Collected data entries:
---*---

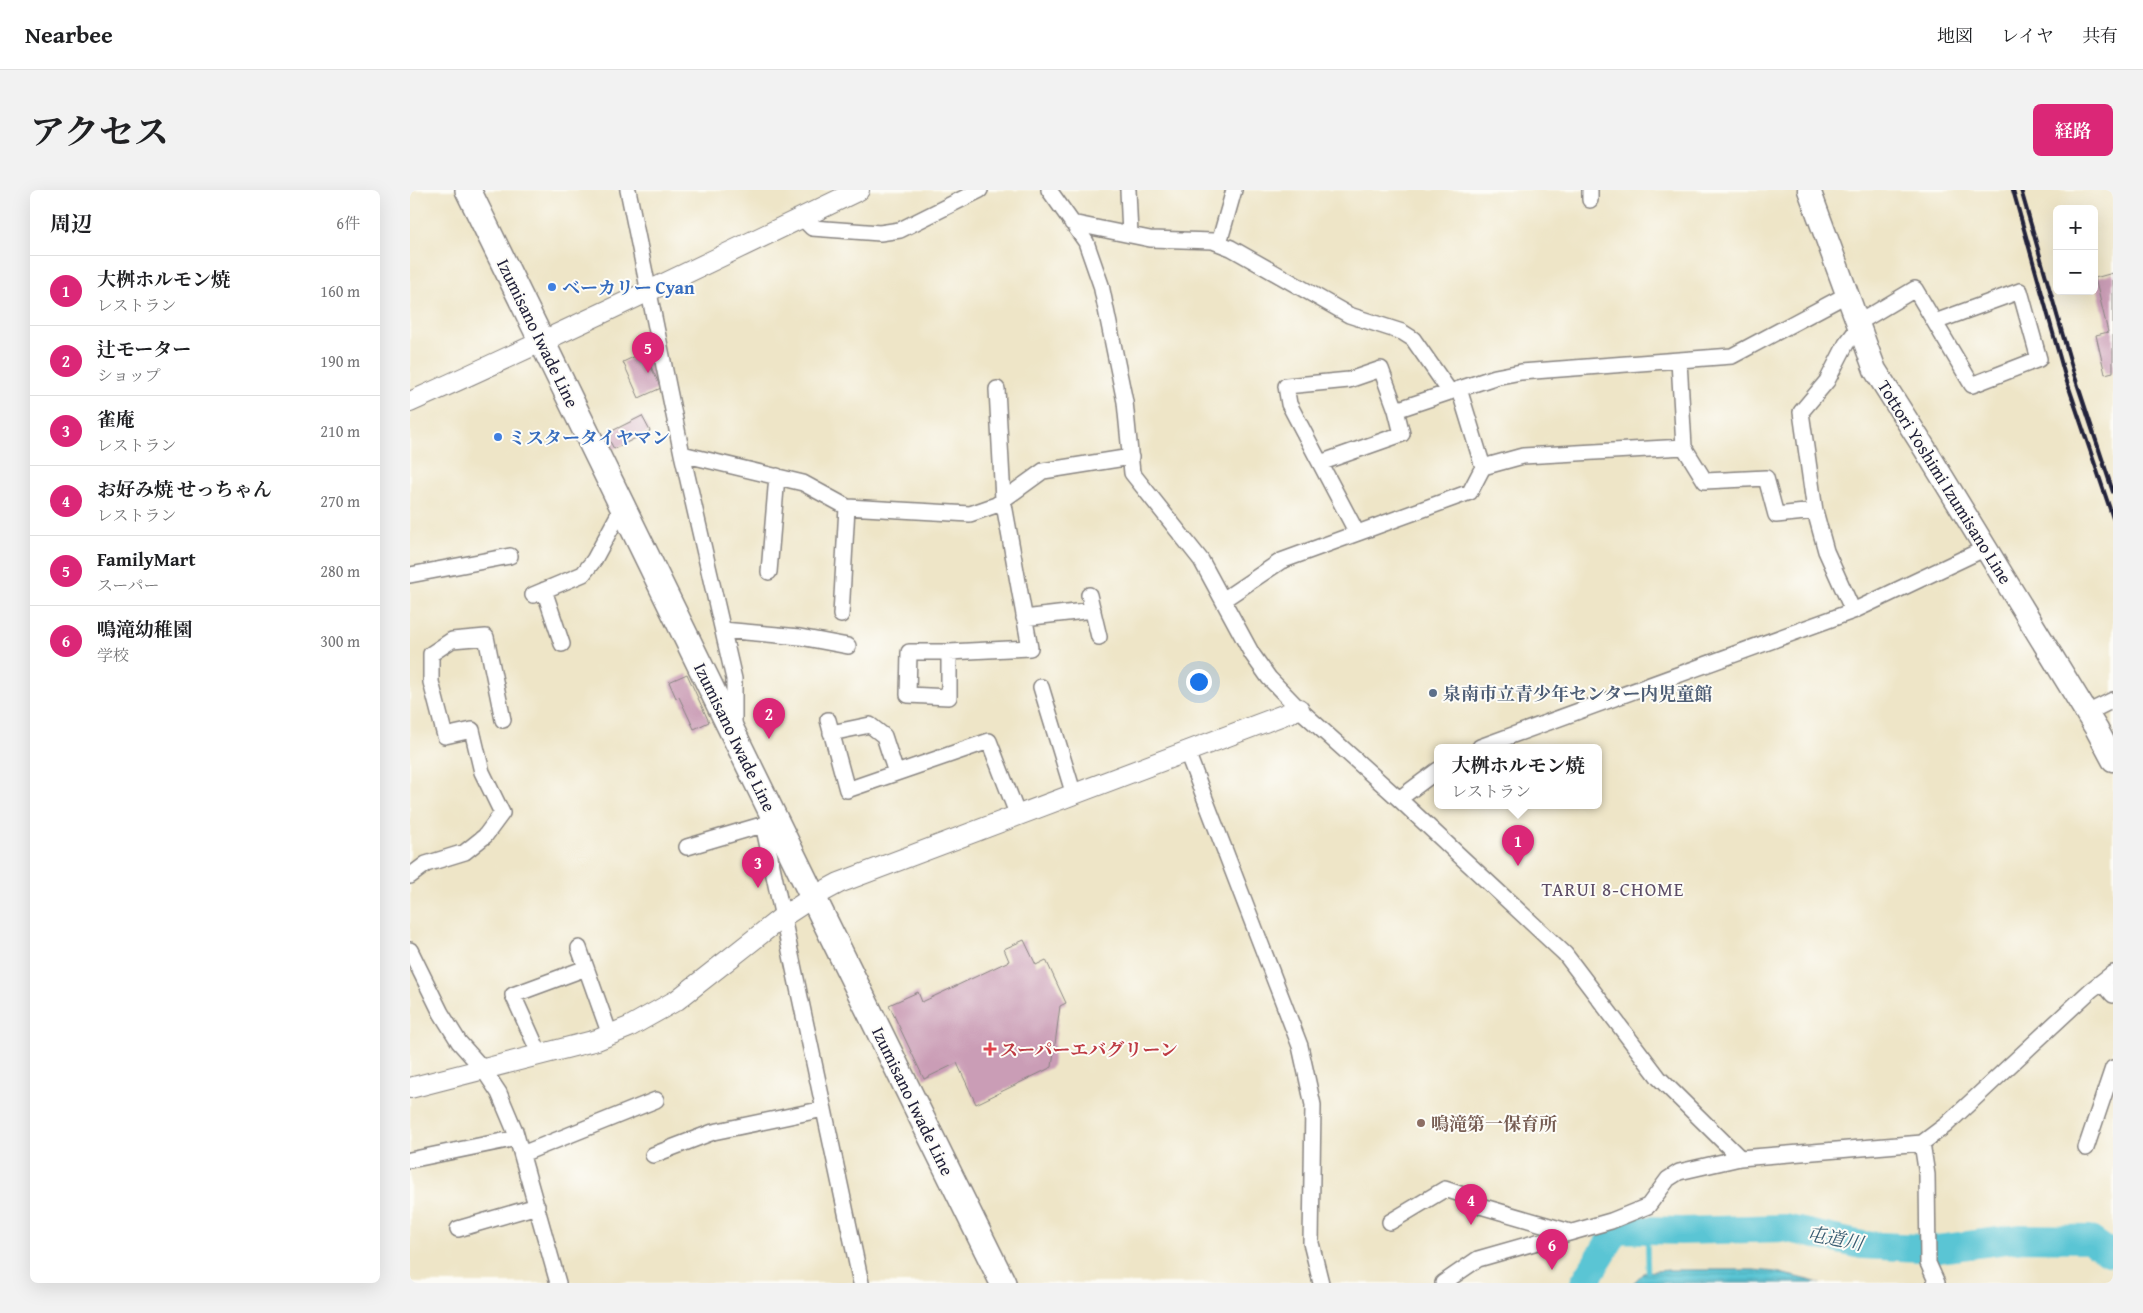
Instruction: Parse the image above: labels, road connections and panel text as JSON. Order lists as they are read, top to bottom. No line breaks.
{"streets":{"main road":["Izumisano Iwade Line","Tottori Yoshimi Izumisano Line"]},"districts":["TARUI 8-CHOME"],"water":["屯道川"],"places":{"other":["ベーカリー Cyan","ミスタータイヤマン","泉南市立青少年センター内児童館","鳴滝第一保育所"],"health":["スーパーエバグリーン"]},"page":{"header":"Nearbee","nav":["地図","レイヤ","共有"],"title":"アクセス","buttons":"経路","heading":["周辺","6件"],"map_buttons":["+","−"],"list":[{"mark":"1","name":"大桝ホルモン焼","note":"レストラン","value":"160 m"},{"mark":"2","name":"辻モーター","note":"ショップ","value":"190 m"},{"mark":"3","name":"雀庵","note":"レストラン","value":"210 m"},{"mark":"4","name":"お好み焼 せっちゃん","note":"レストラン","value":"270 m"},{"mark":"5","name":"FamilyMart","note":"スーパー","value":"280 m"},{"mark":"6","name":"鳴滝幼稚園","note":"学校","value":"300 m"}],"pins":["5","2","1","3","4","6"],"popup":["大桝ホルモン焼","レストラン"]}}
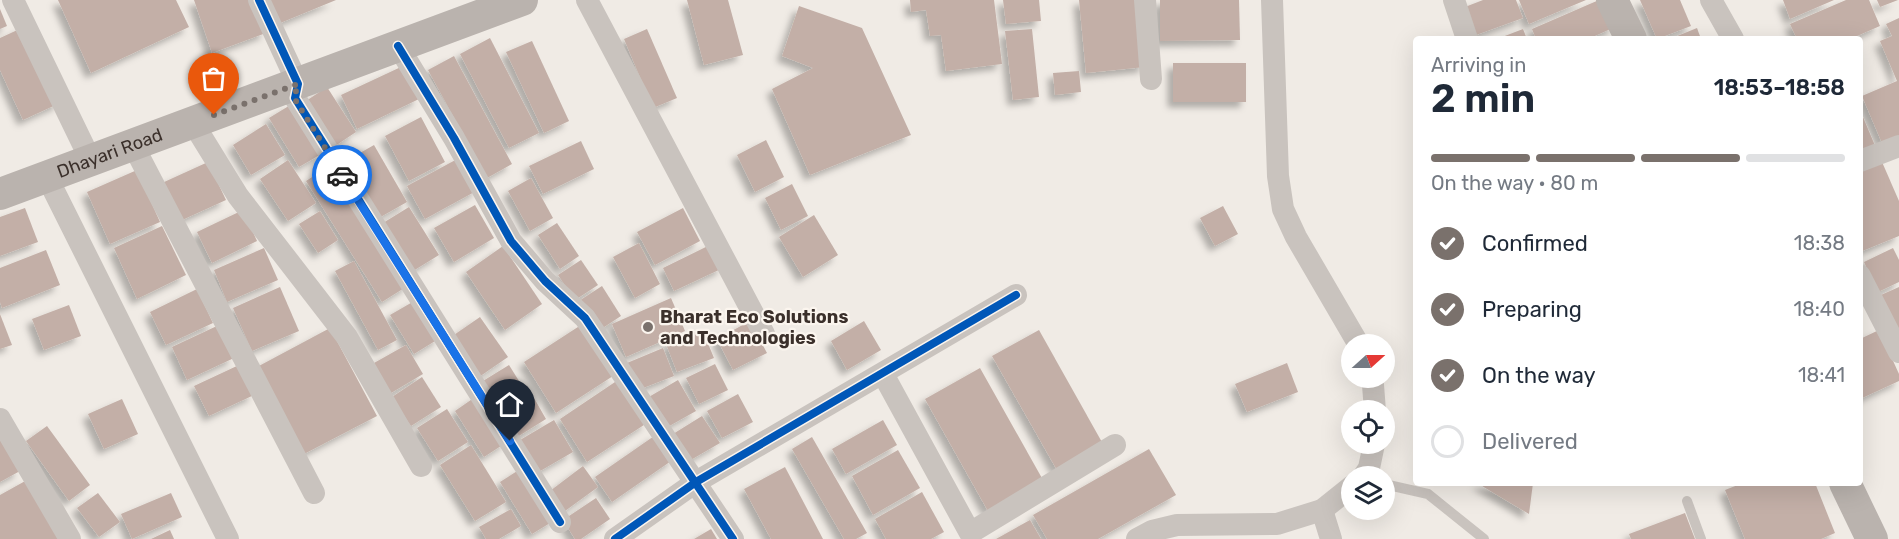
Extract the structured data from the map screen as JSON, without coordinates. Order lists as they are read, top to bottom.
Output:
{
  "streets": {
    "main road": ["Dhayari Road"]
  },
  "places": ["Bharat Eco Solutions and Technologies"],
  "north": "right",
  "page": {
    "heading": ["2 min", "Arriving in", "18:53–18:58"],
    "bar": "On the way · 80 m",
    "list": [
      ["Confirmed", "18:38"],
      ["Preparing", "18:40"],
      ["On the way", "18:41"],
      "Delivered"
    ]
  }
}
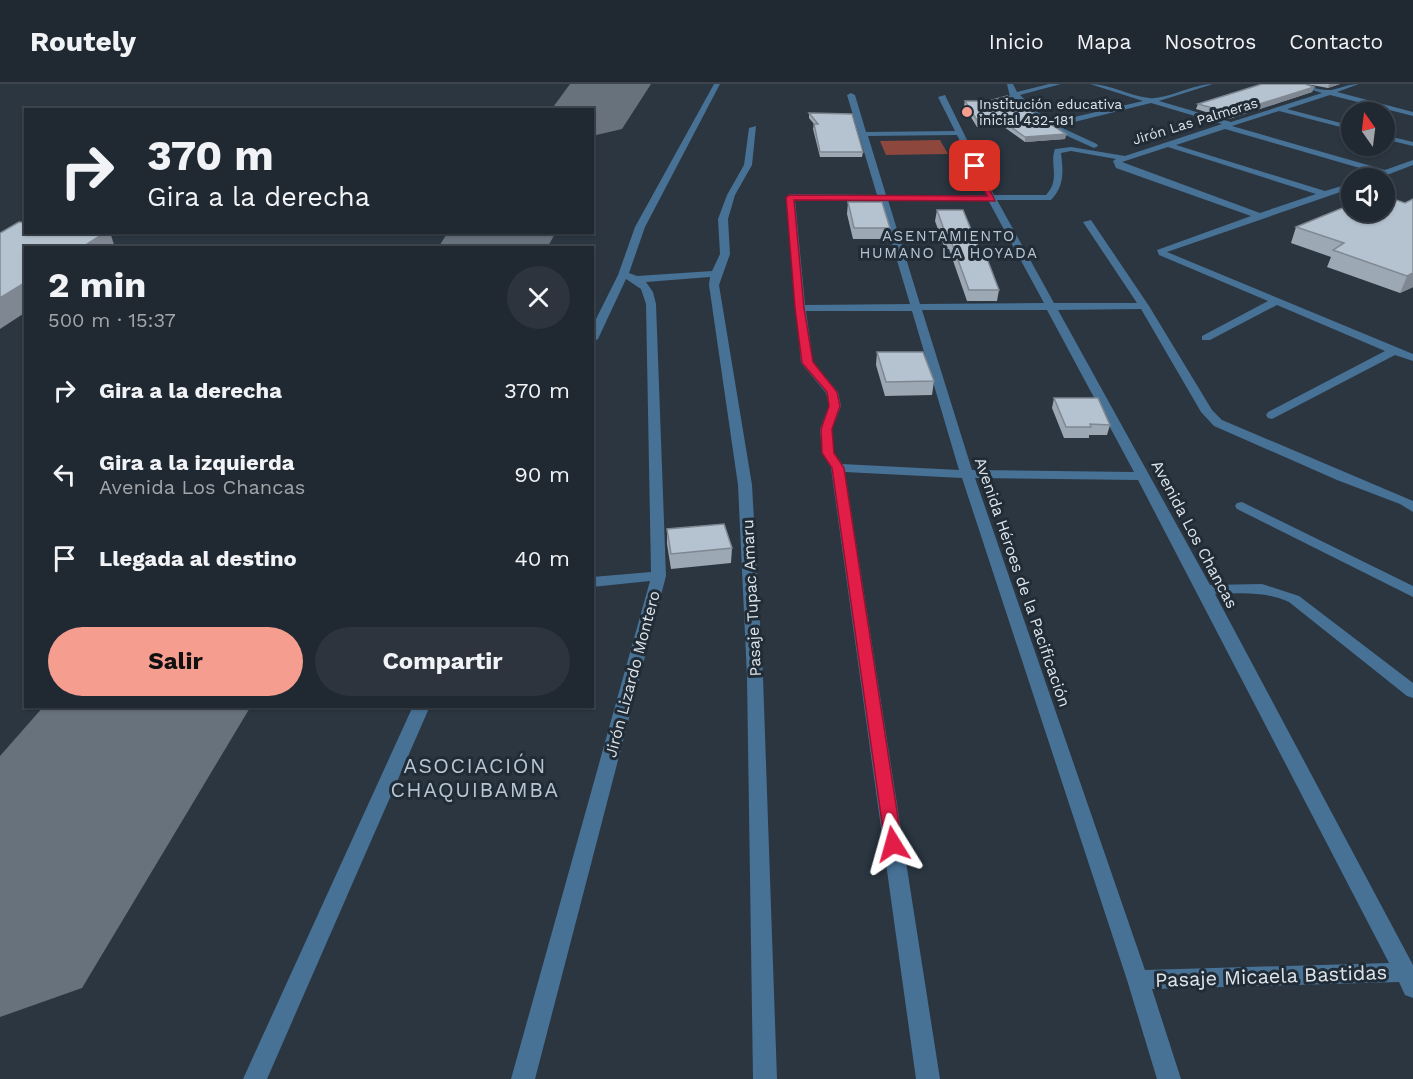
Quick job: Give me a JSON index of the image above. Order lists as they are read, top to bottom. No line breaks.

---*---

TASK DESCRIPTION:
Each line from the start of the entries above through the line with "Extract the structured" should be duplicated exactly, leaving out the pictures.

TASK OUTPUT:
Instruction: Parse the image above: labels, road connections and panel text as JSON. Order lists as they are read, top to bottom. No line breaks.
{"streets":{"main road":["Izumisano Iwade Line","Tottori Yoshimi Izumisano Line"]},"districts":["TARUI 8-CHOME"],"water":["屯道川"],"places":{"other":["ベーカリー Cyan","ミスタータイヤマン","泉南市立青少年センター内児童館","鳴滝第一保育所"],"health":["スーパーエバグリーン"]},"page":{"header":"Nearbee","nav":["地図","レイヤ","共有"],"title":"アクセス","buttons":"経路","heading":["周辺","6件"],"map_buttons":["+","−"],"list":[{"mark":"1","name":"大桝ホルモン焼","note":"レストラン","value":"160 m"},{"mark":"2","name":"辻モーター","note":"ショップ","value":"190 m"},{"mark":"3","name":"雀庵","note":"レストラン","value":"210 m"},{"mark":"4","name":"お好み焼 せっちゃん","note":"レストラン","value":"270 m"},{"mark":"5","name":"FamilyMart","note":"スーパー","value":"280 m"},{"mark":"6","name":"鳴滝幼稚園","note":"学校","value":"300 m"}],"pins":["5","2","1","3","4","6"],"popup":["大桝ホルモン焼","レストラン"]}}
Extract the structured data from the map screen as JSON, without coordinates. Order lists as they are read, top to bottom.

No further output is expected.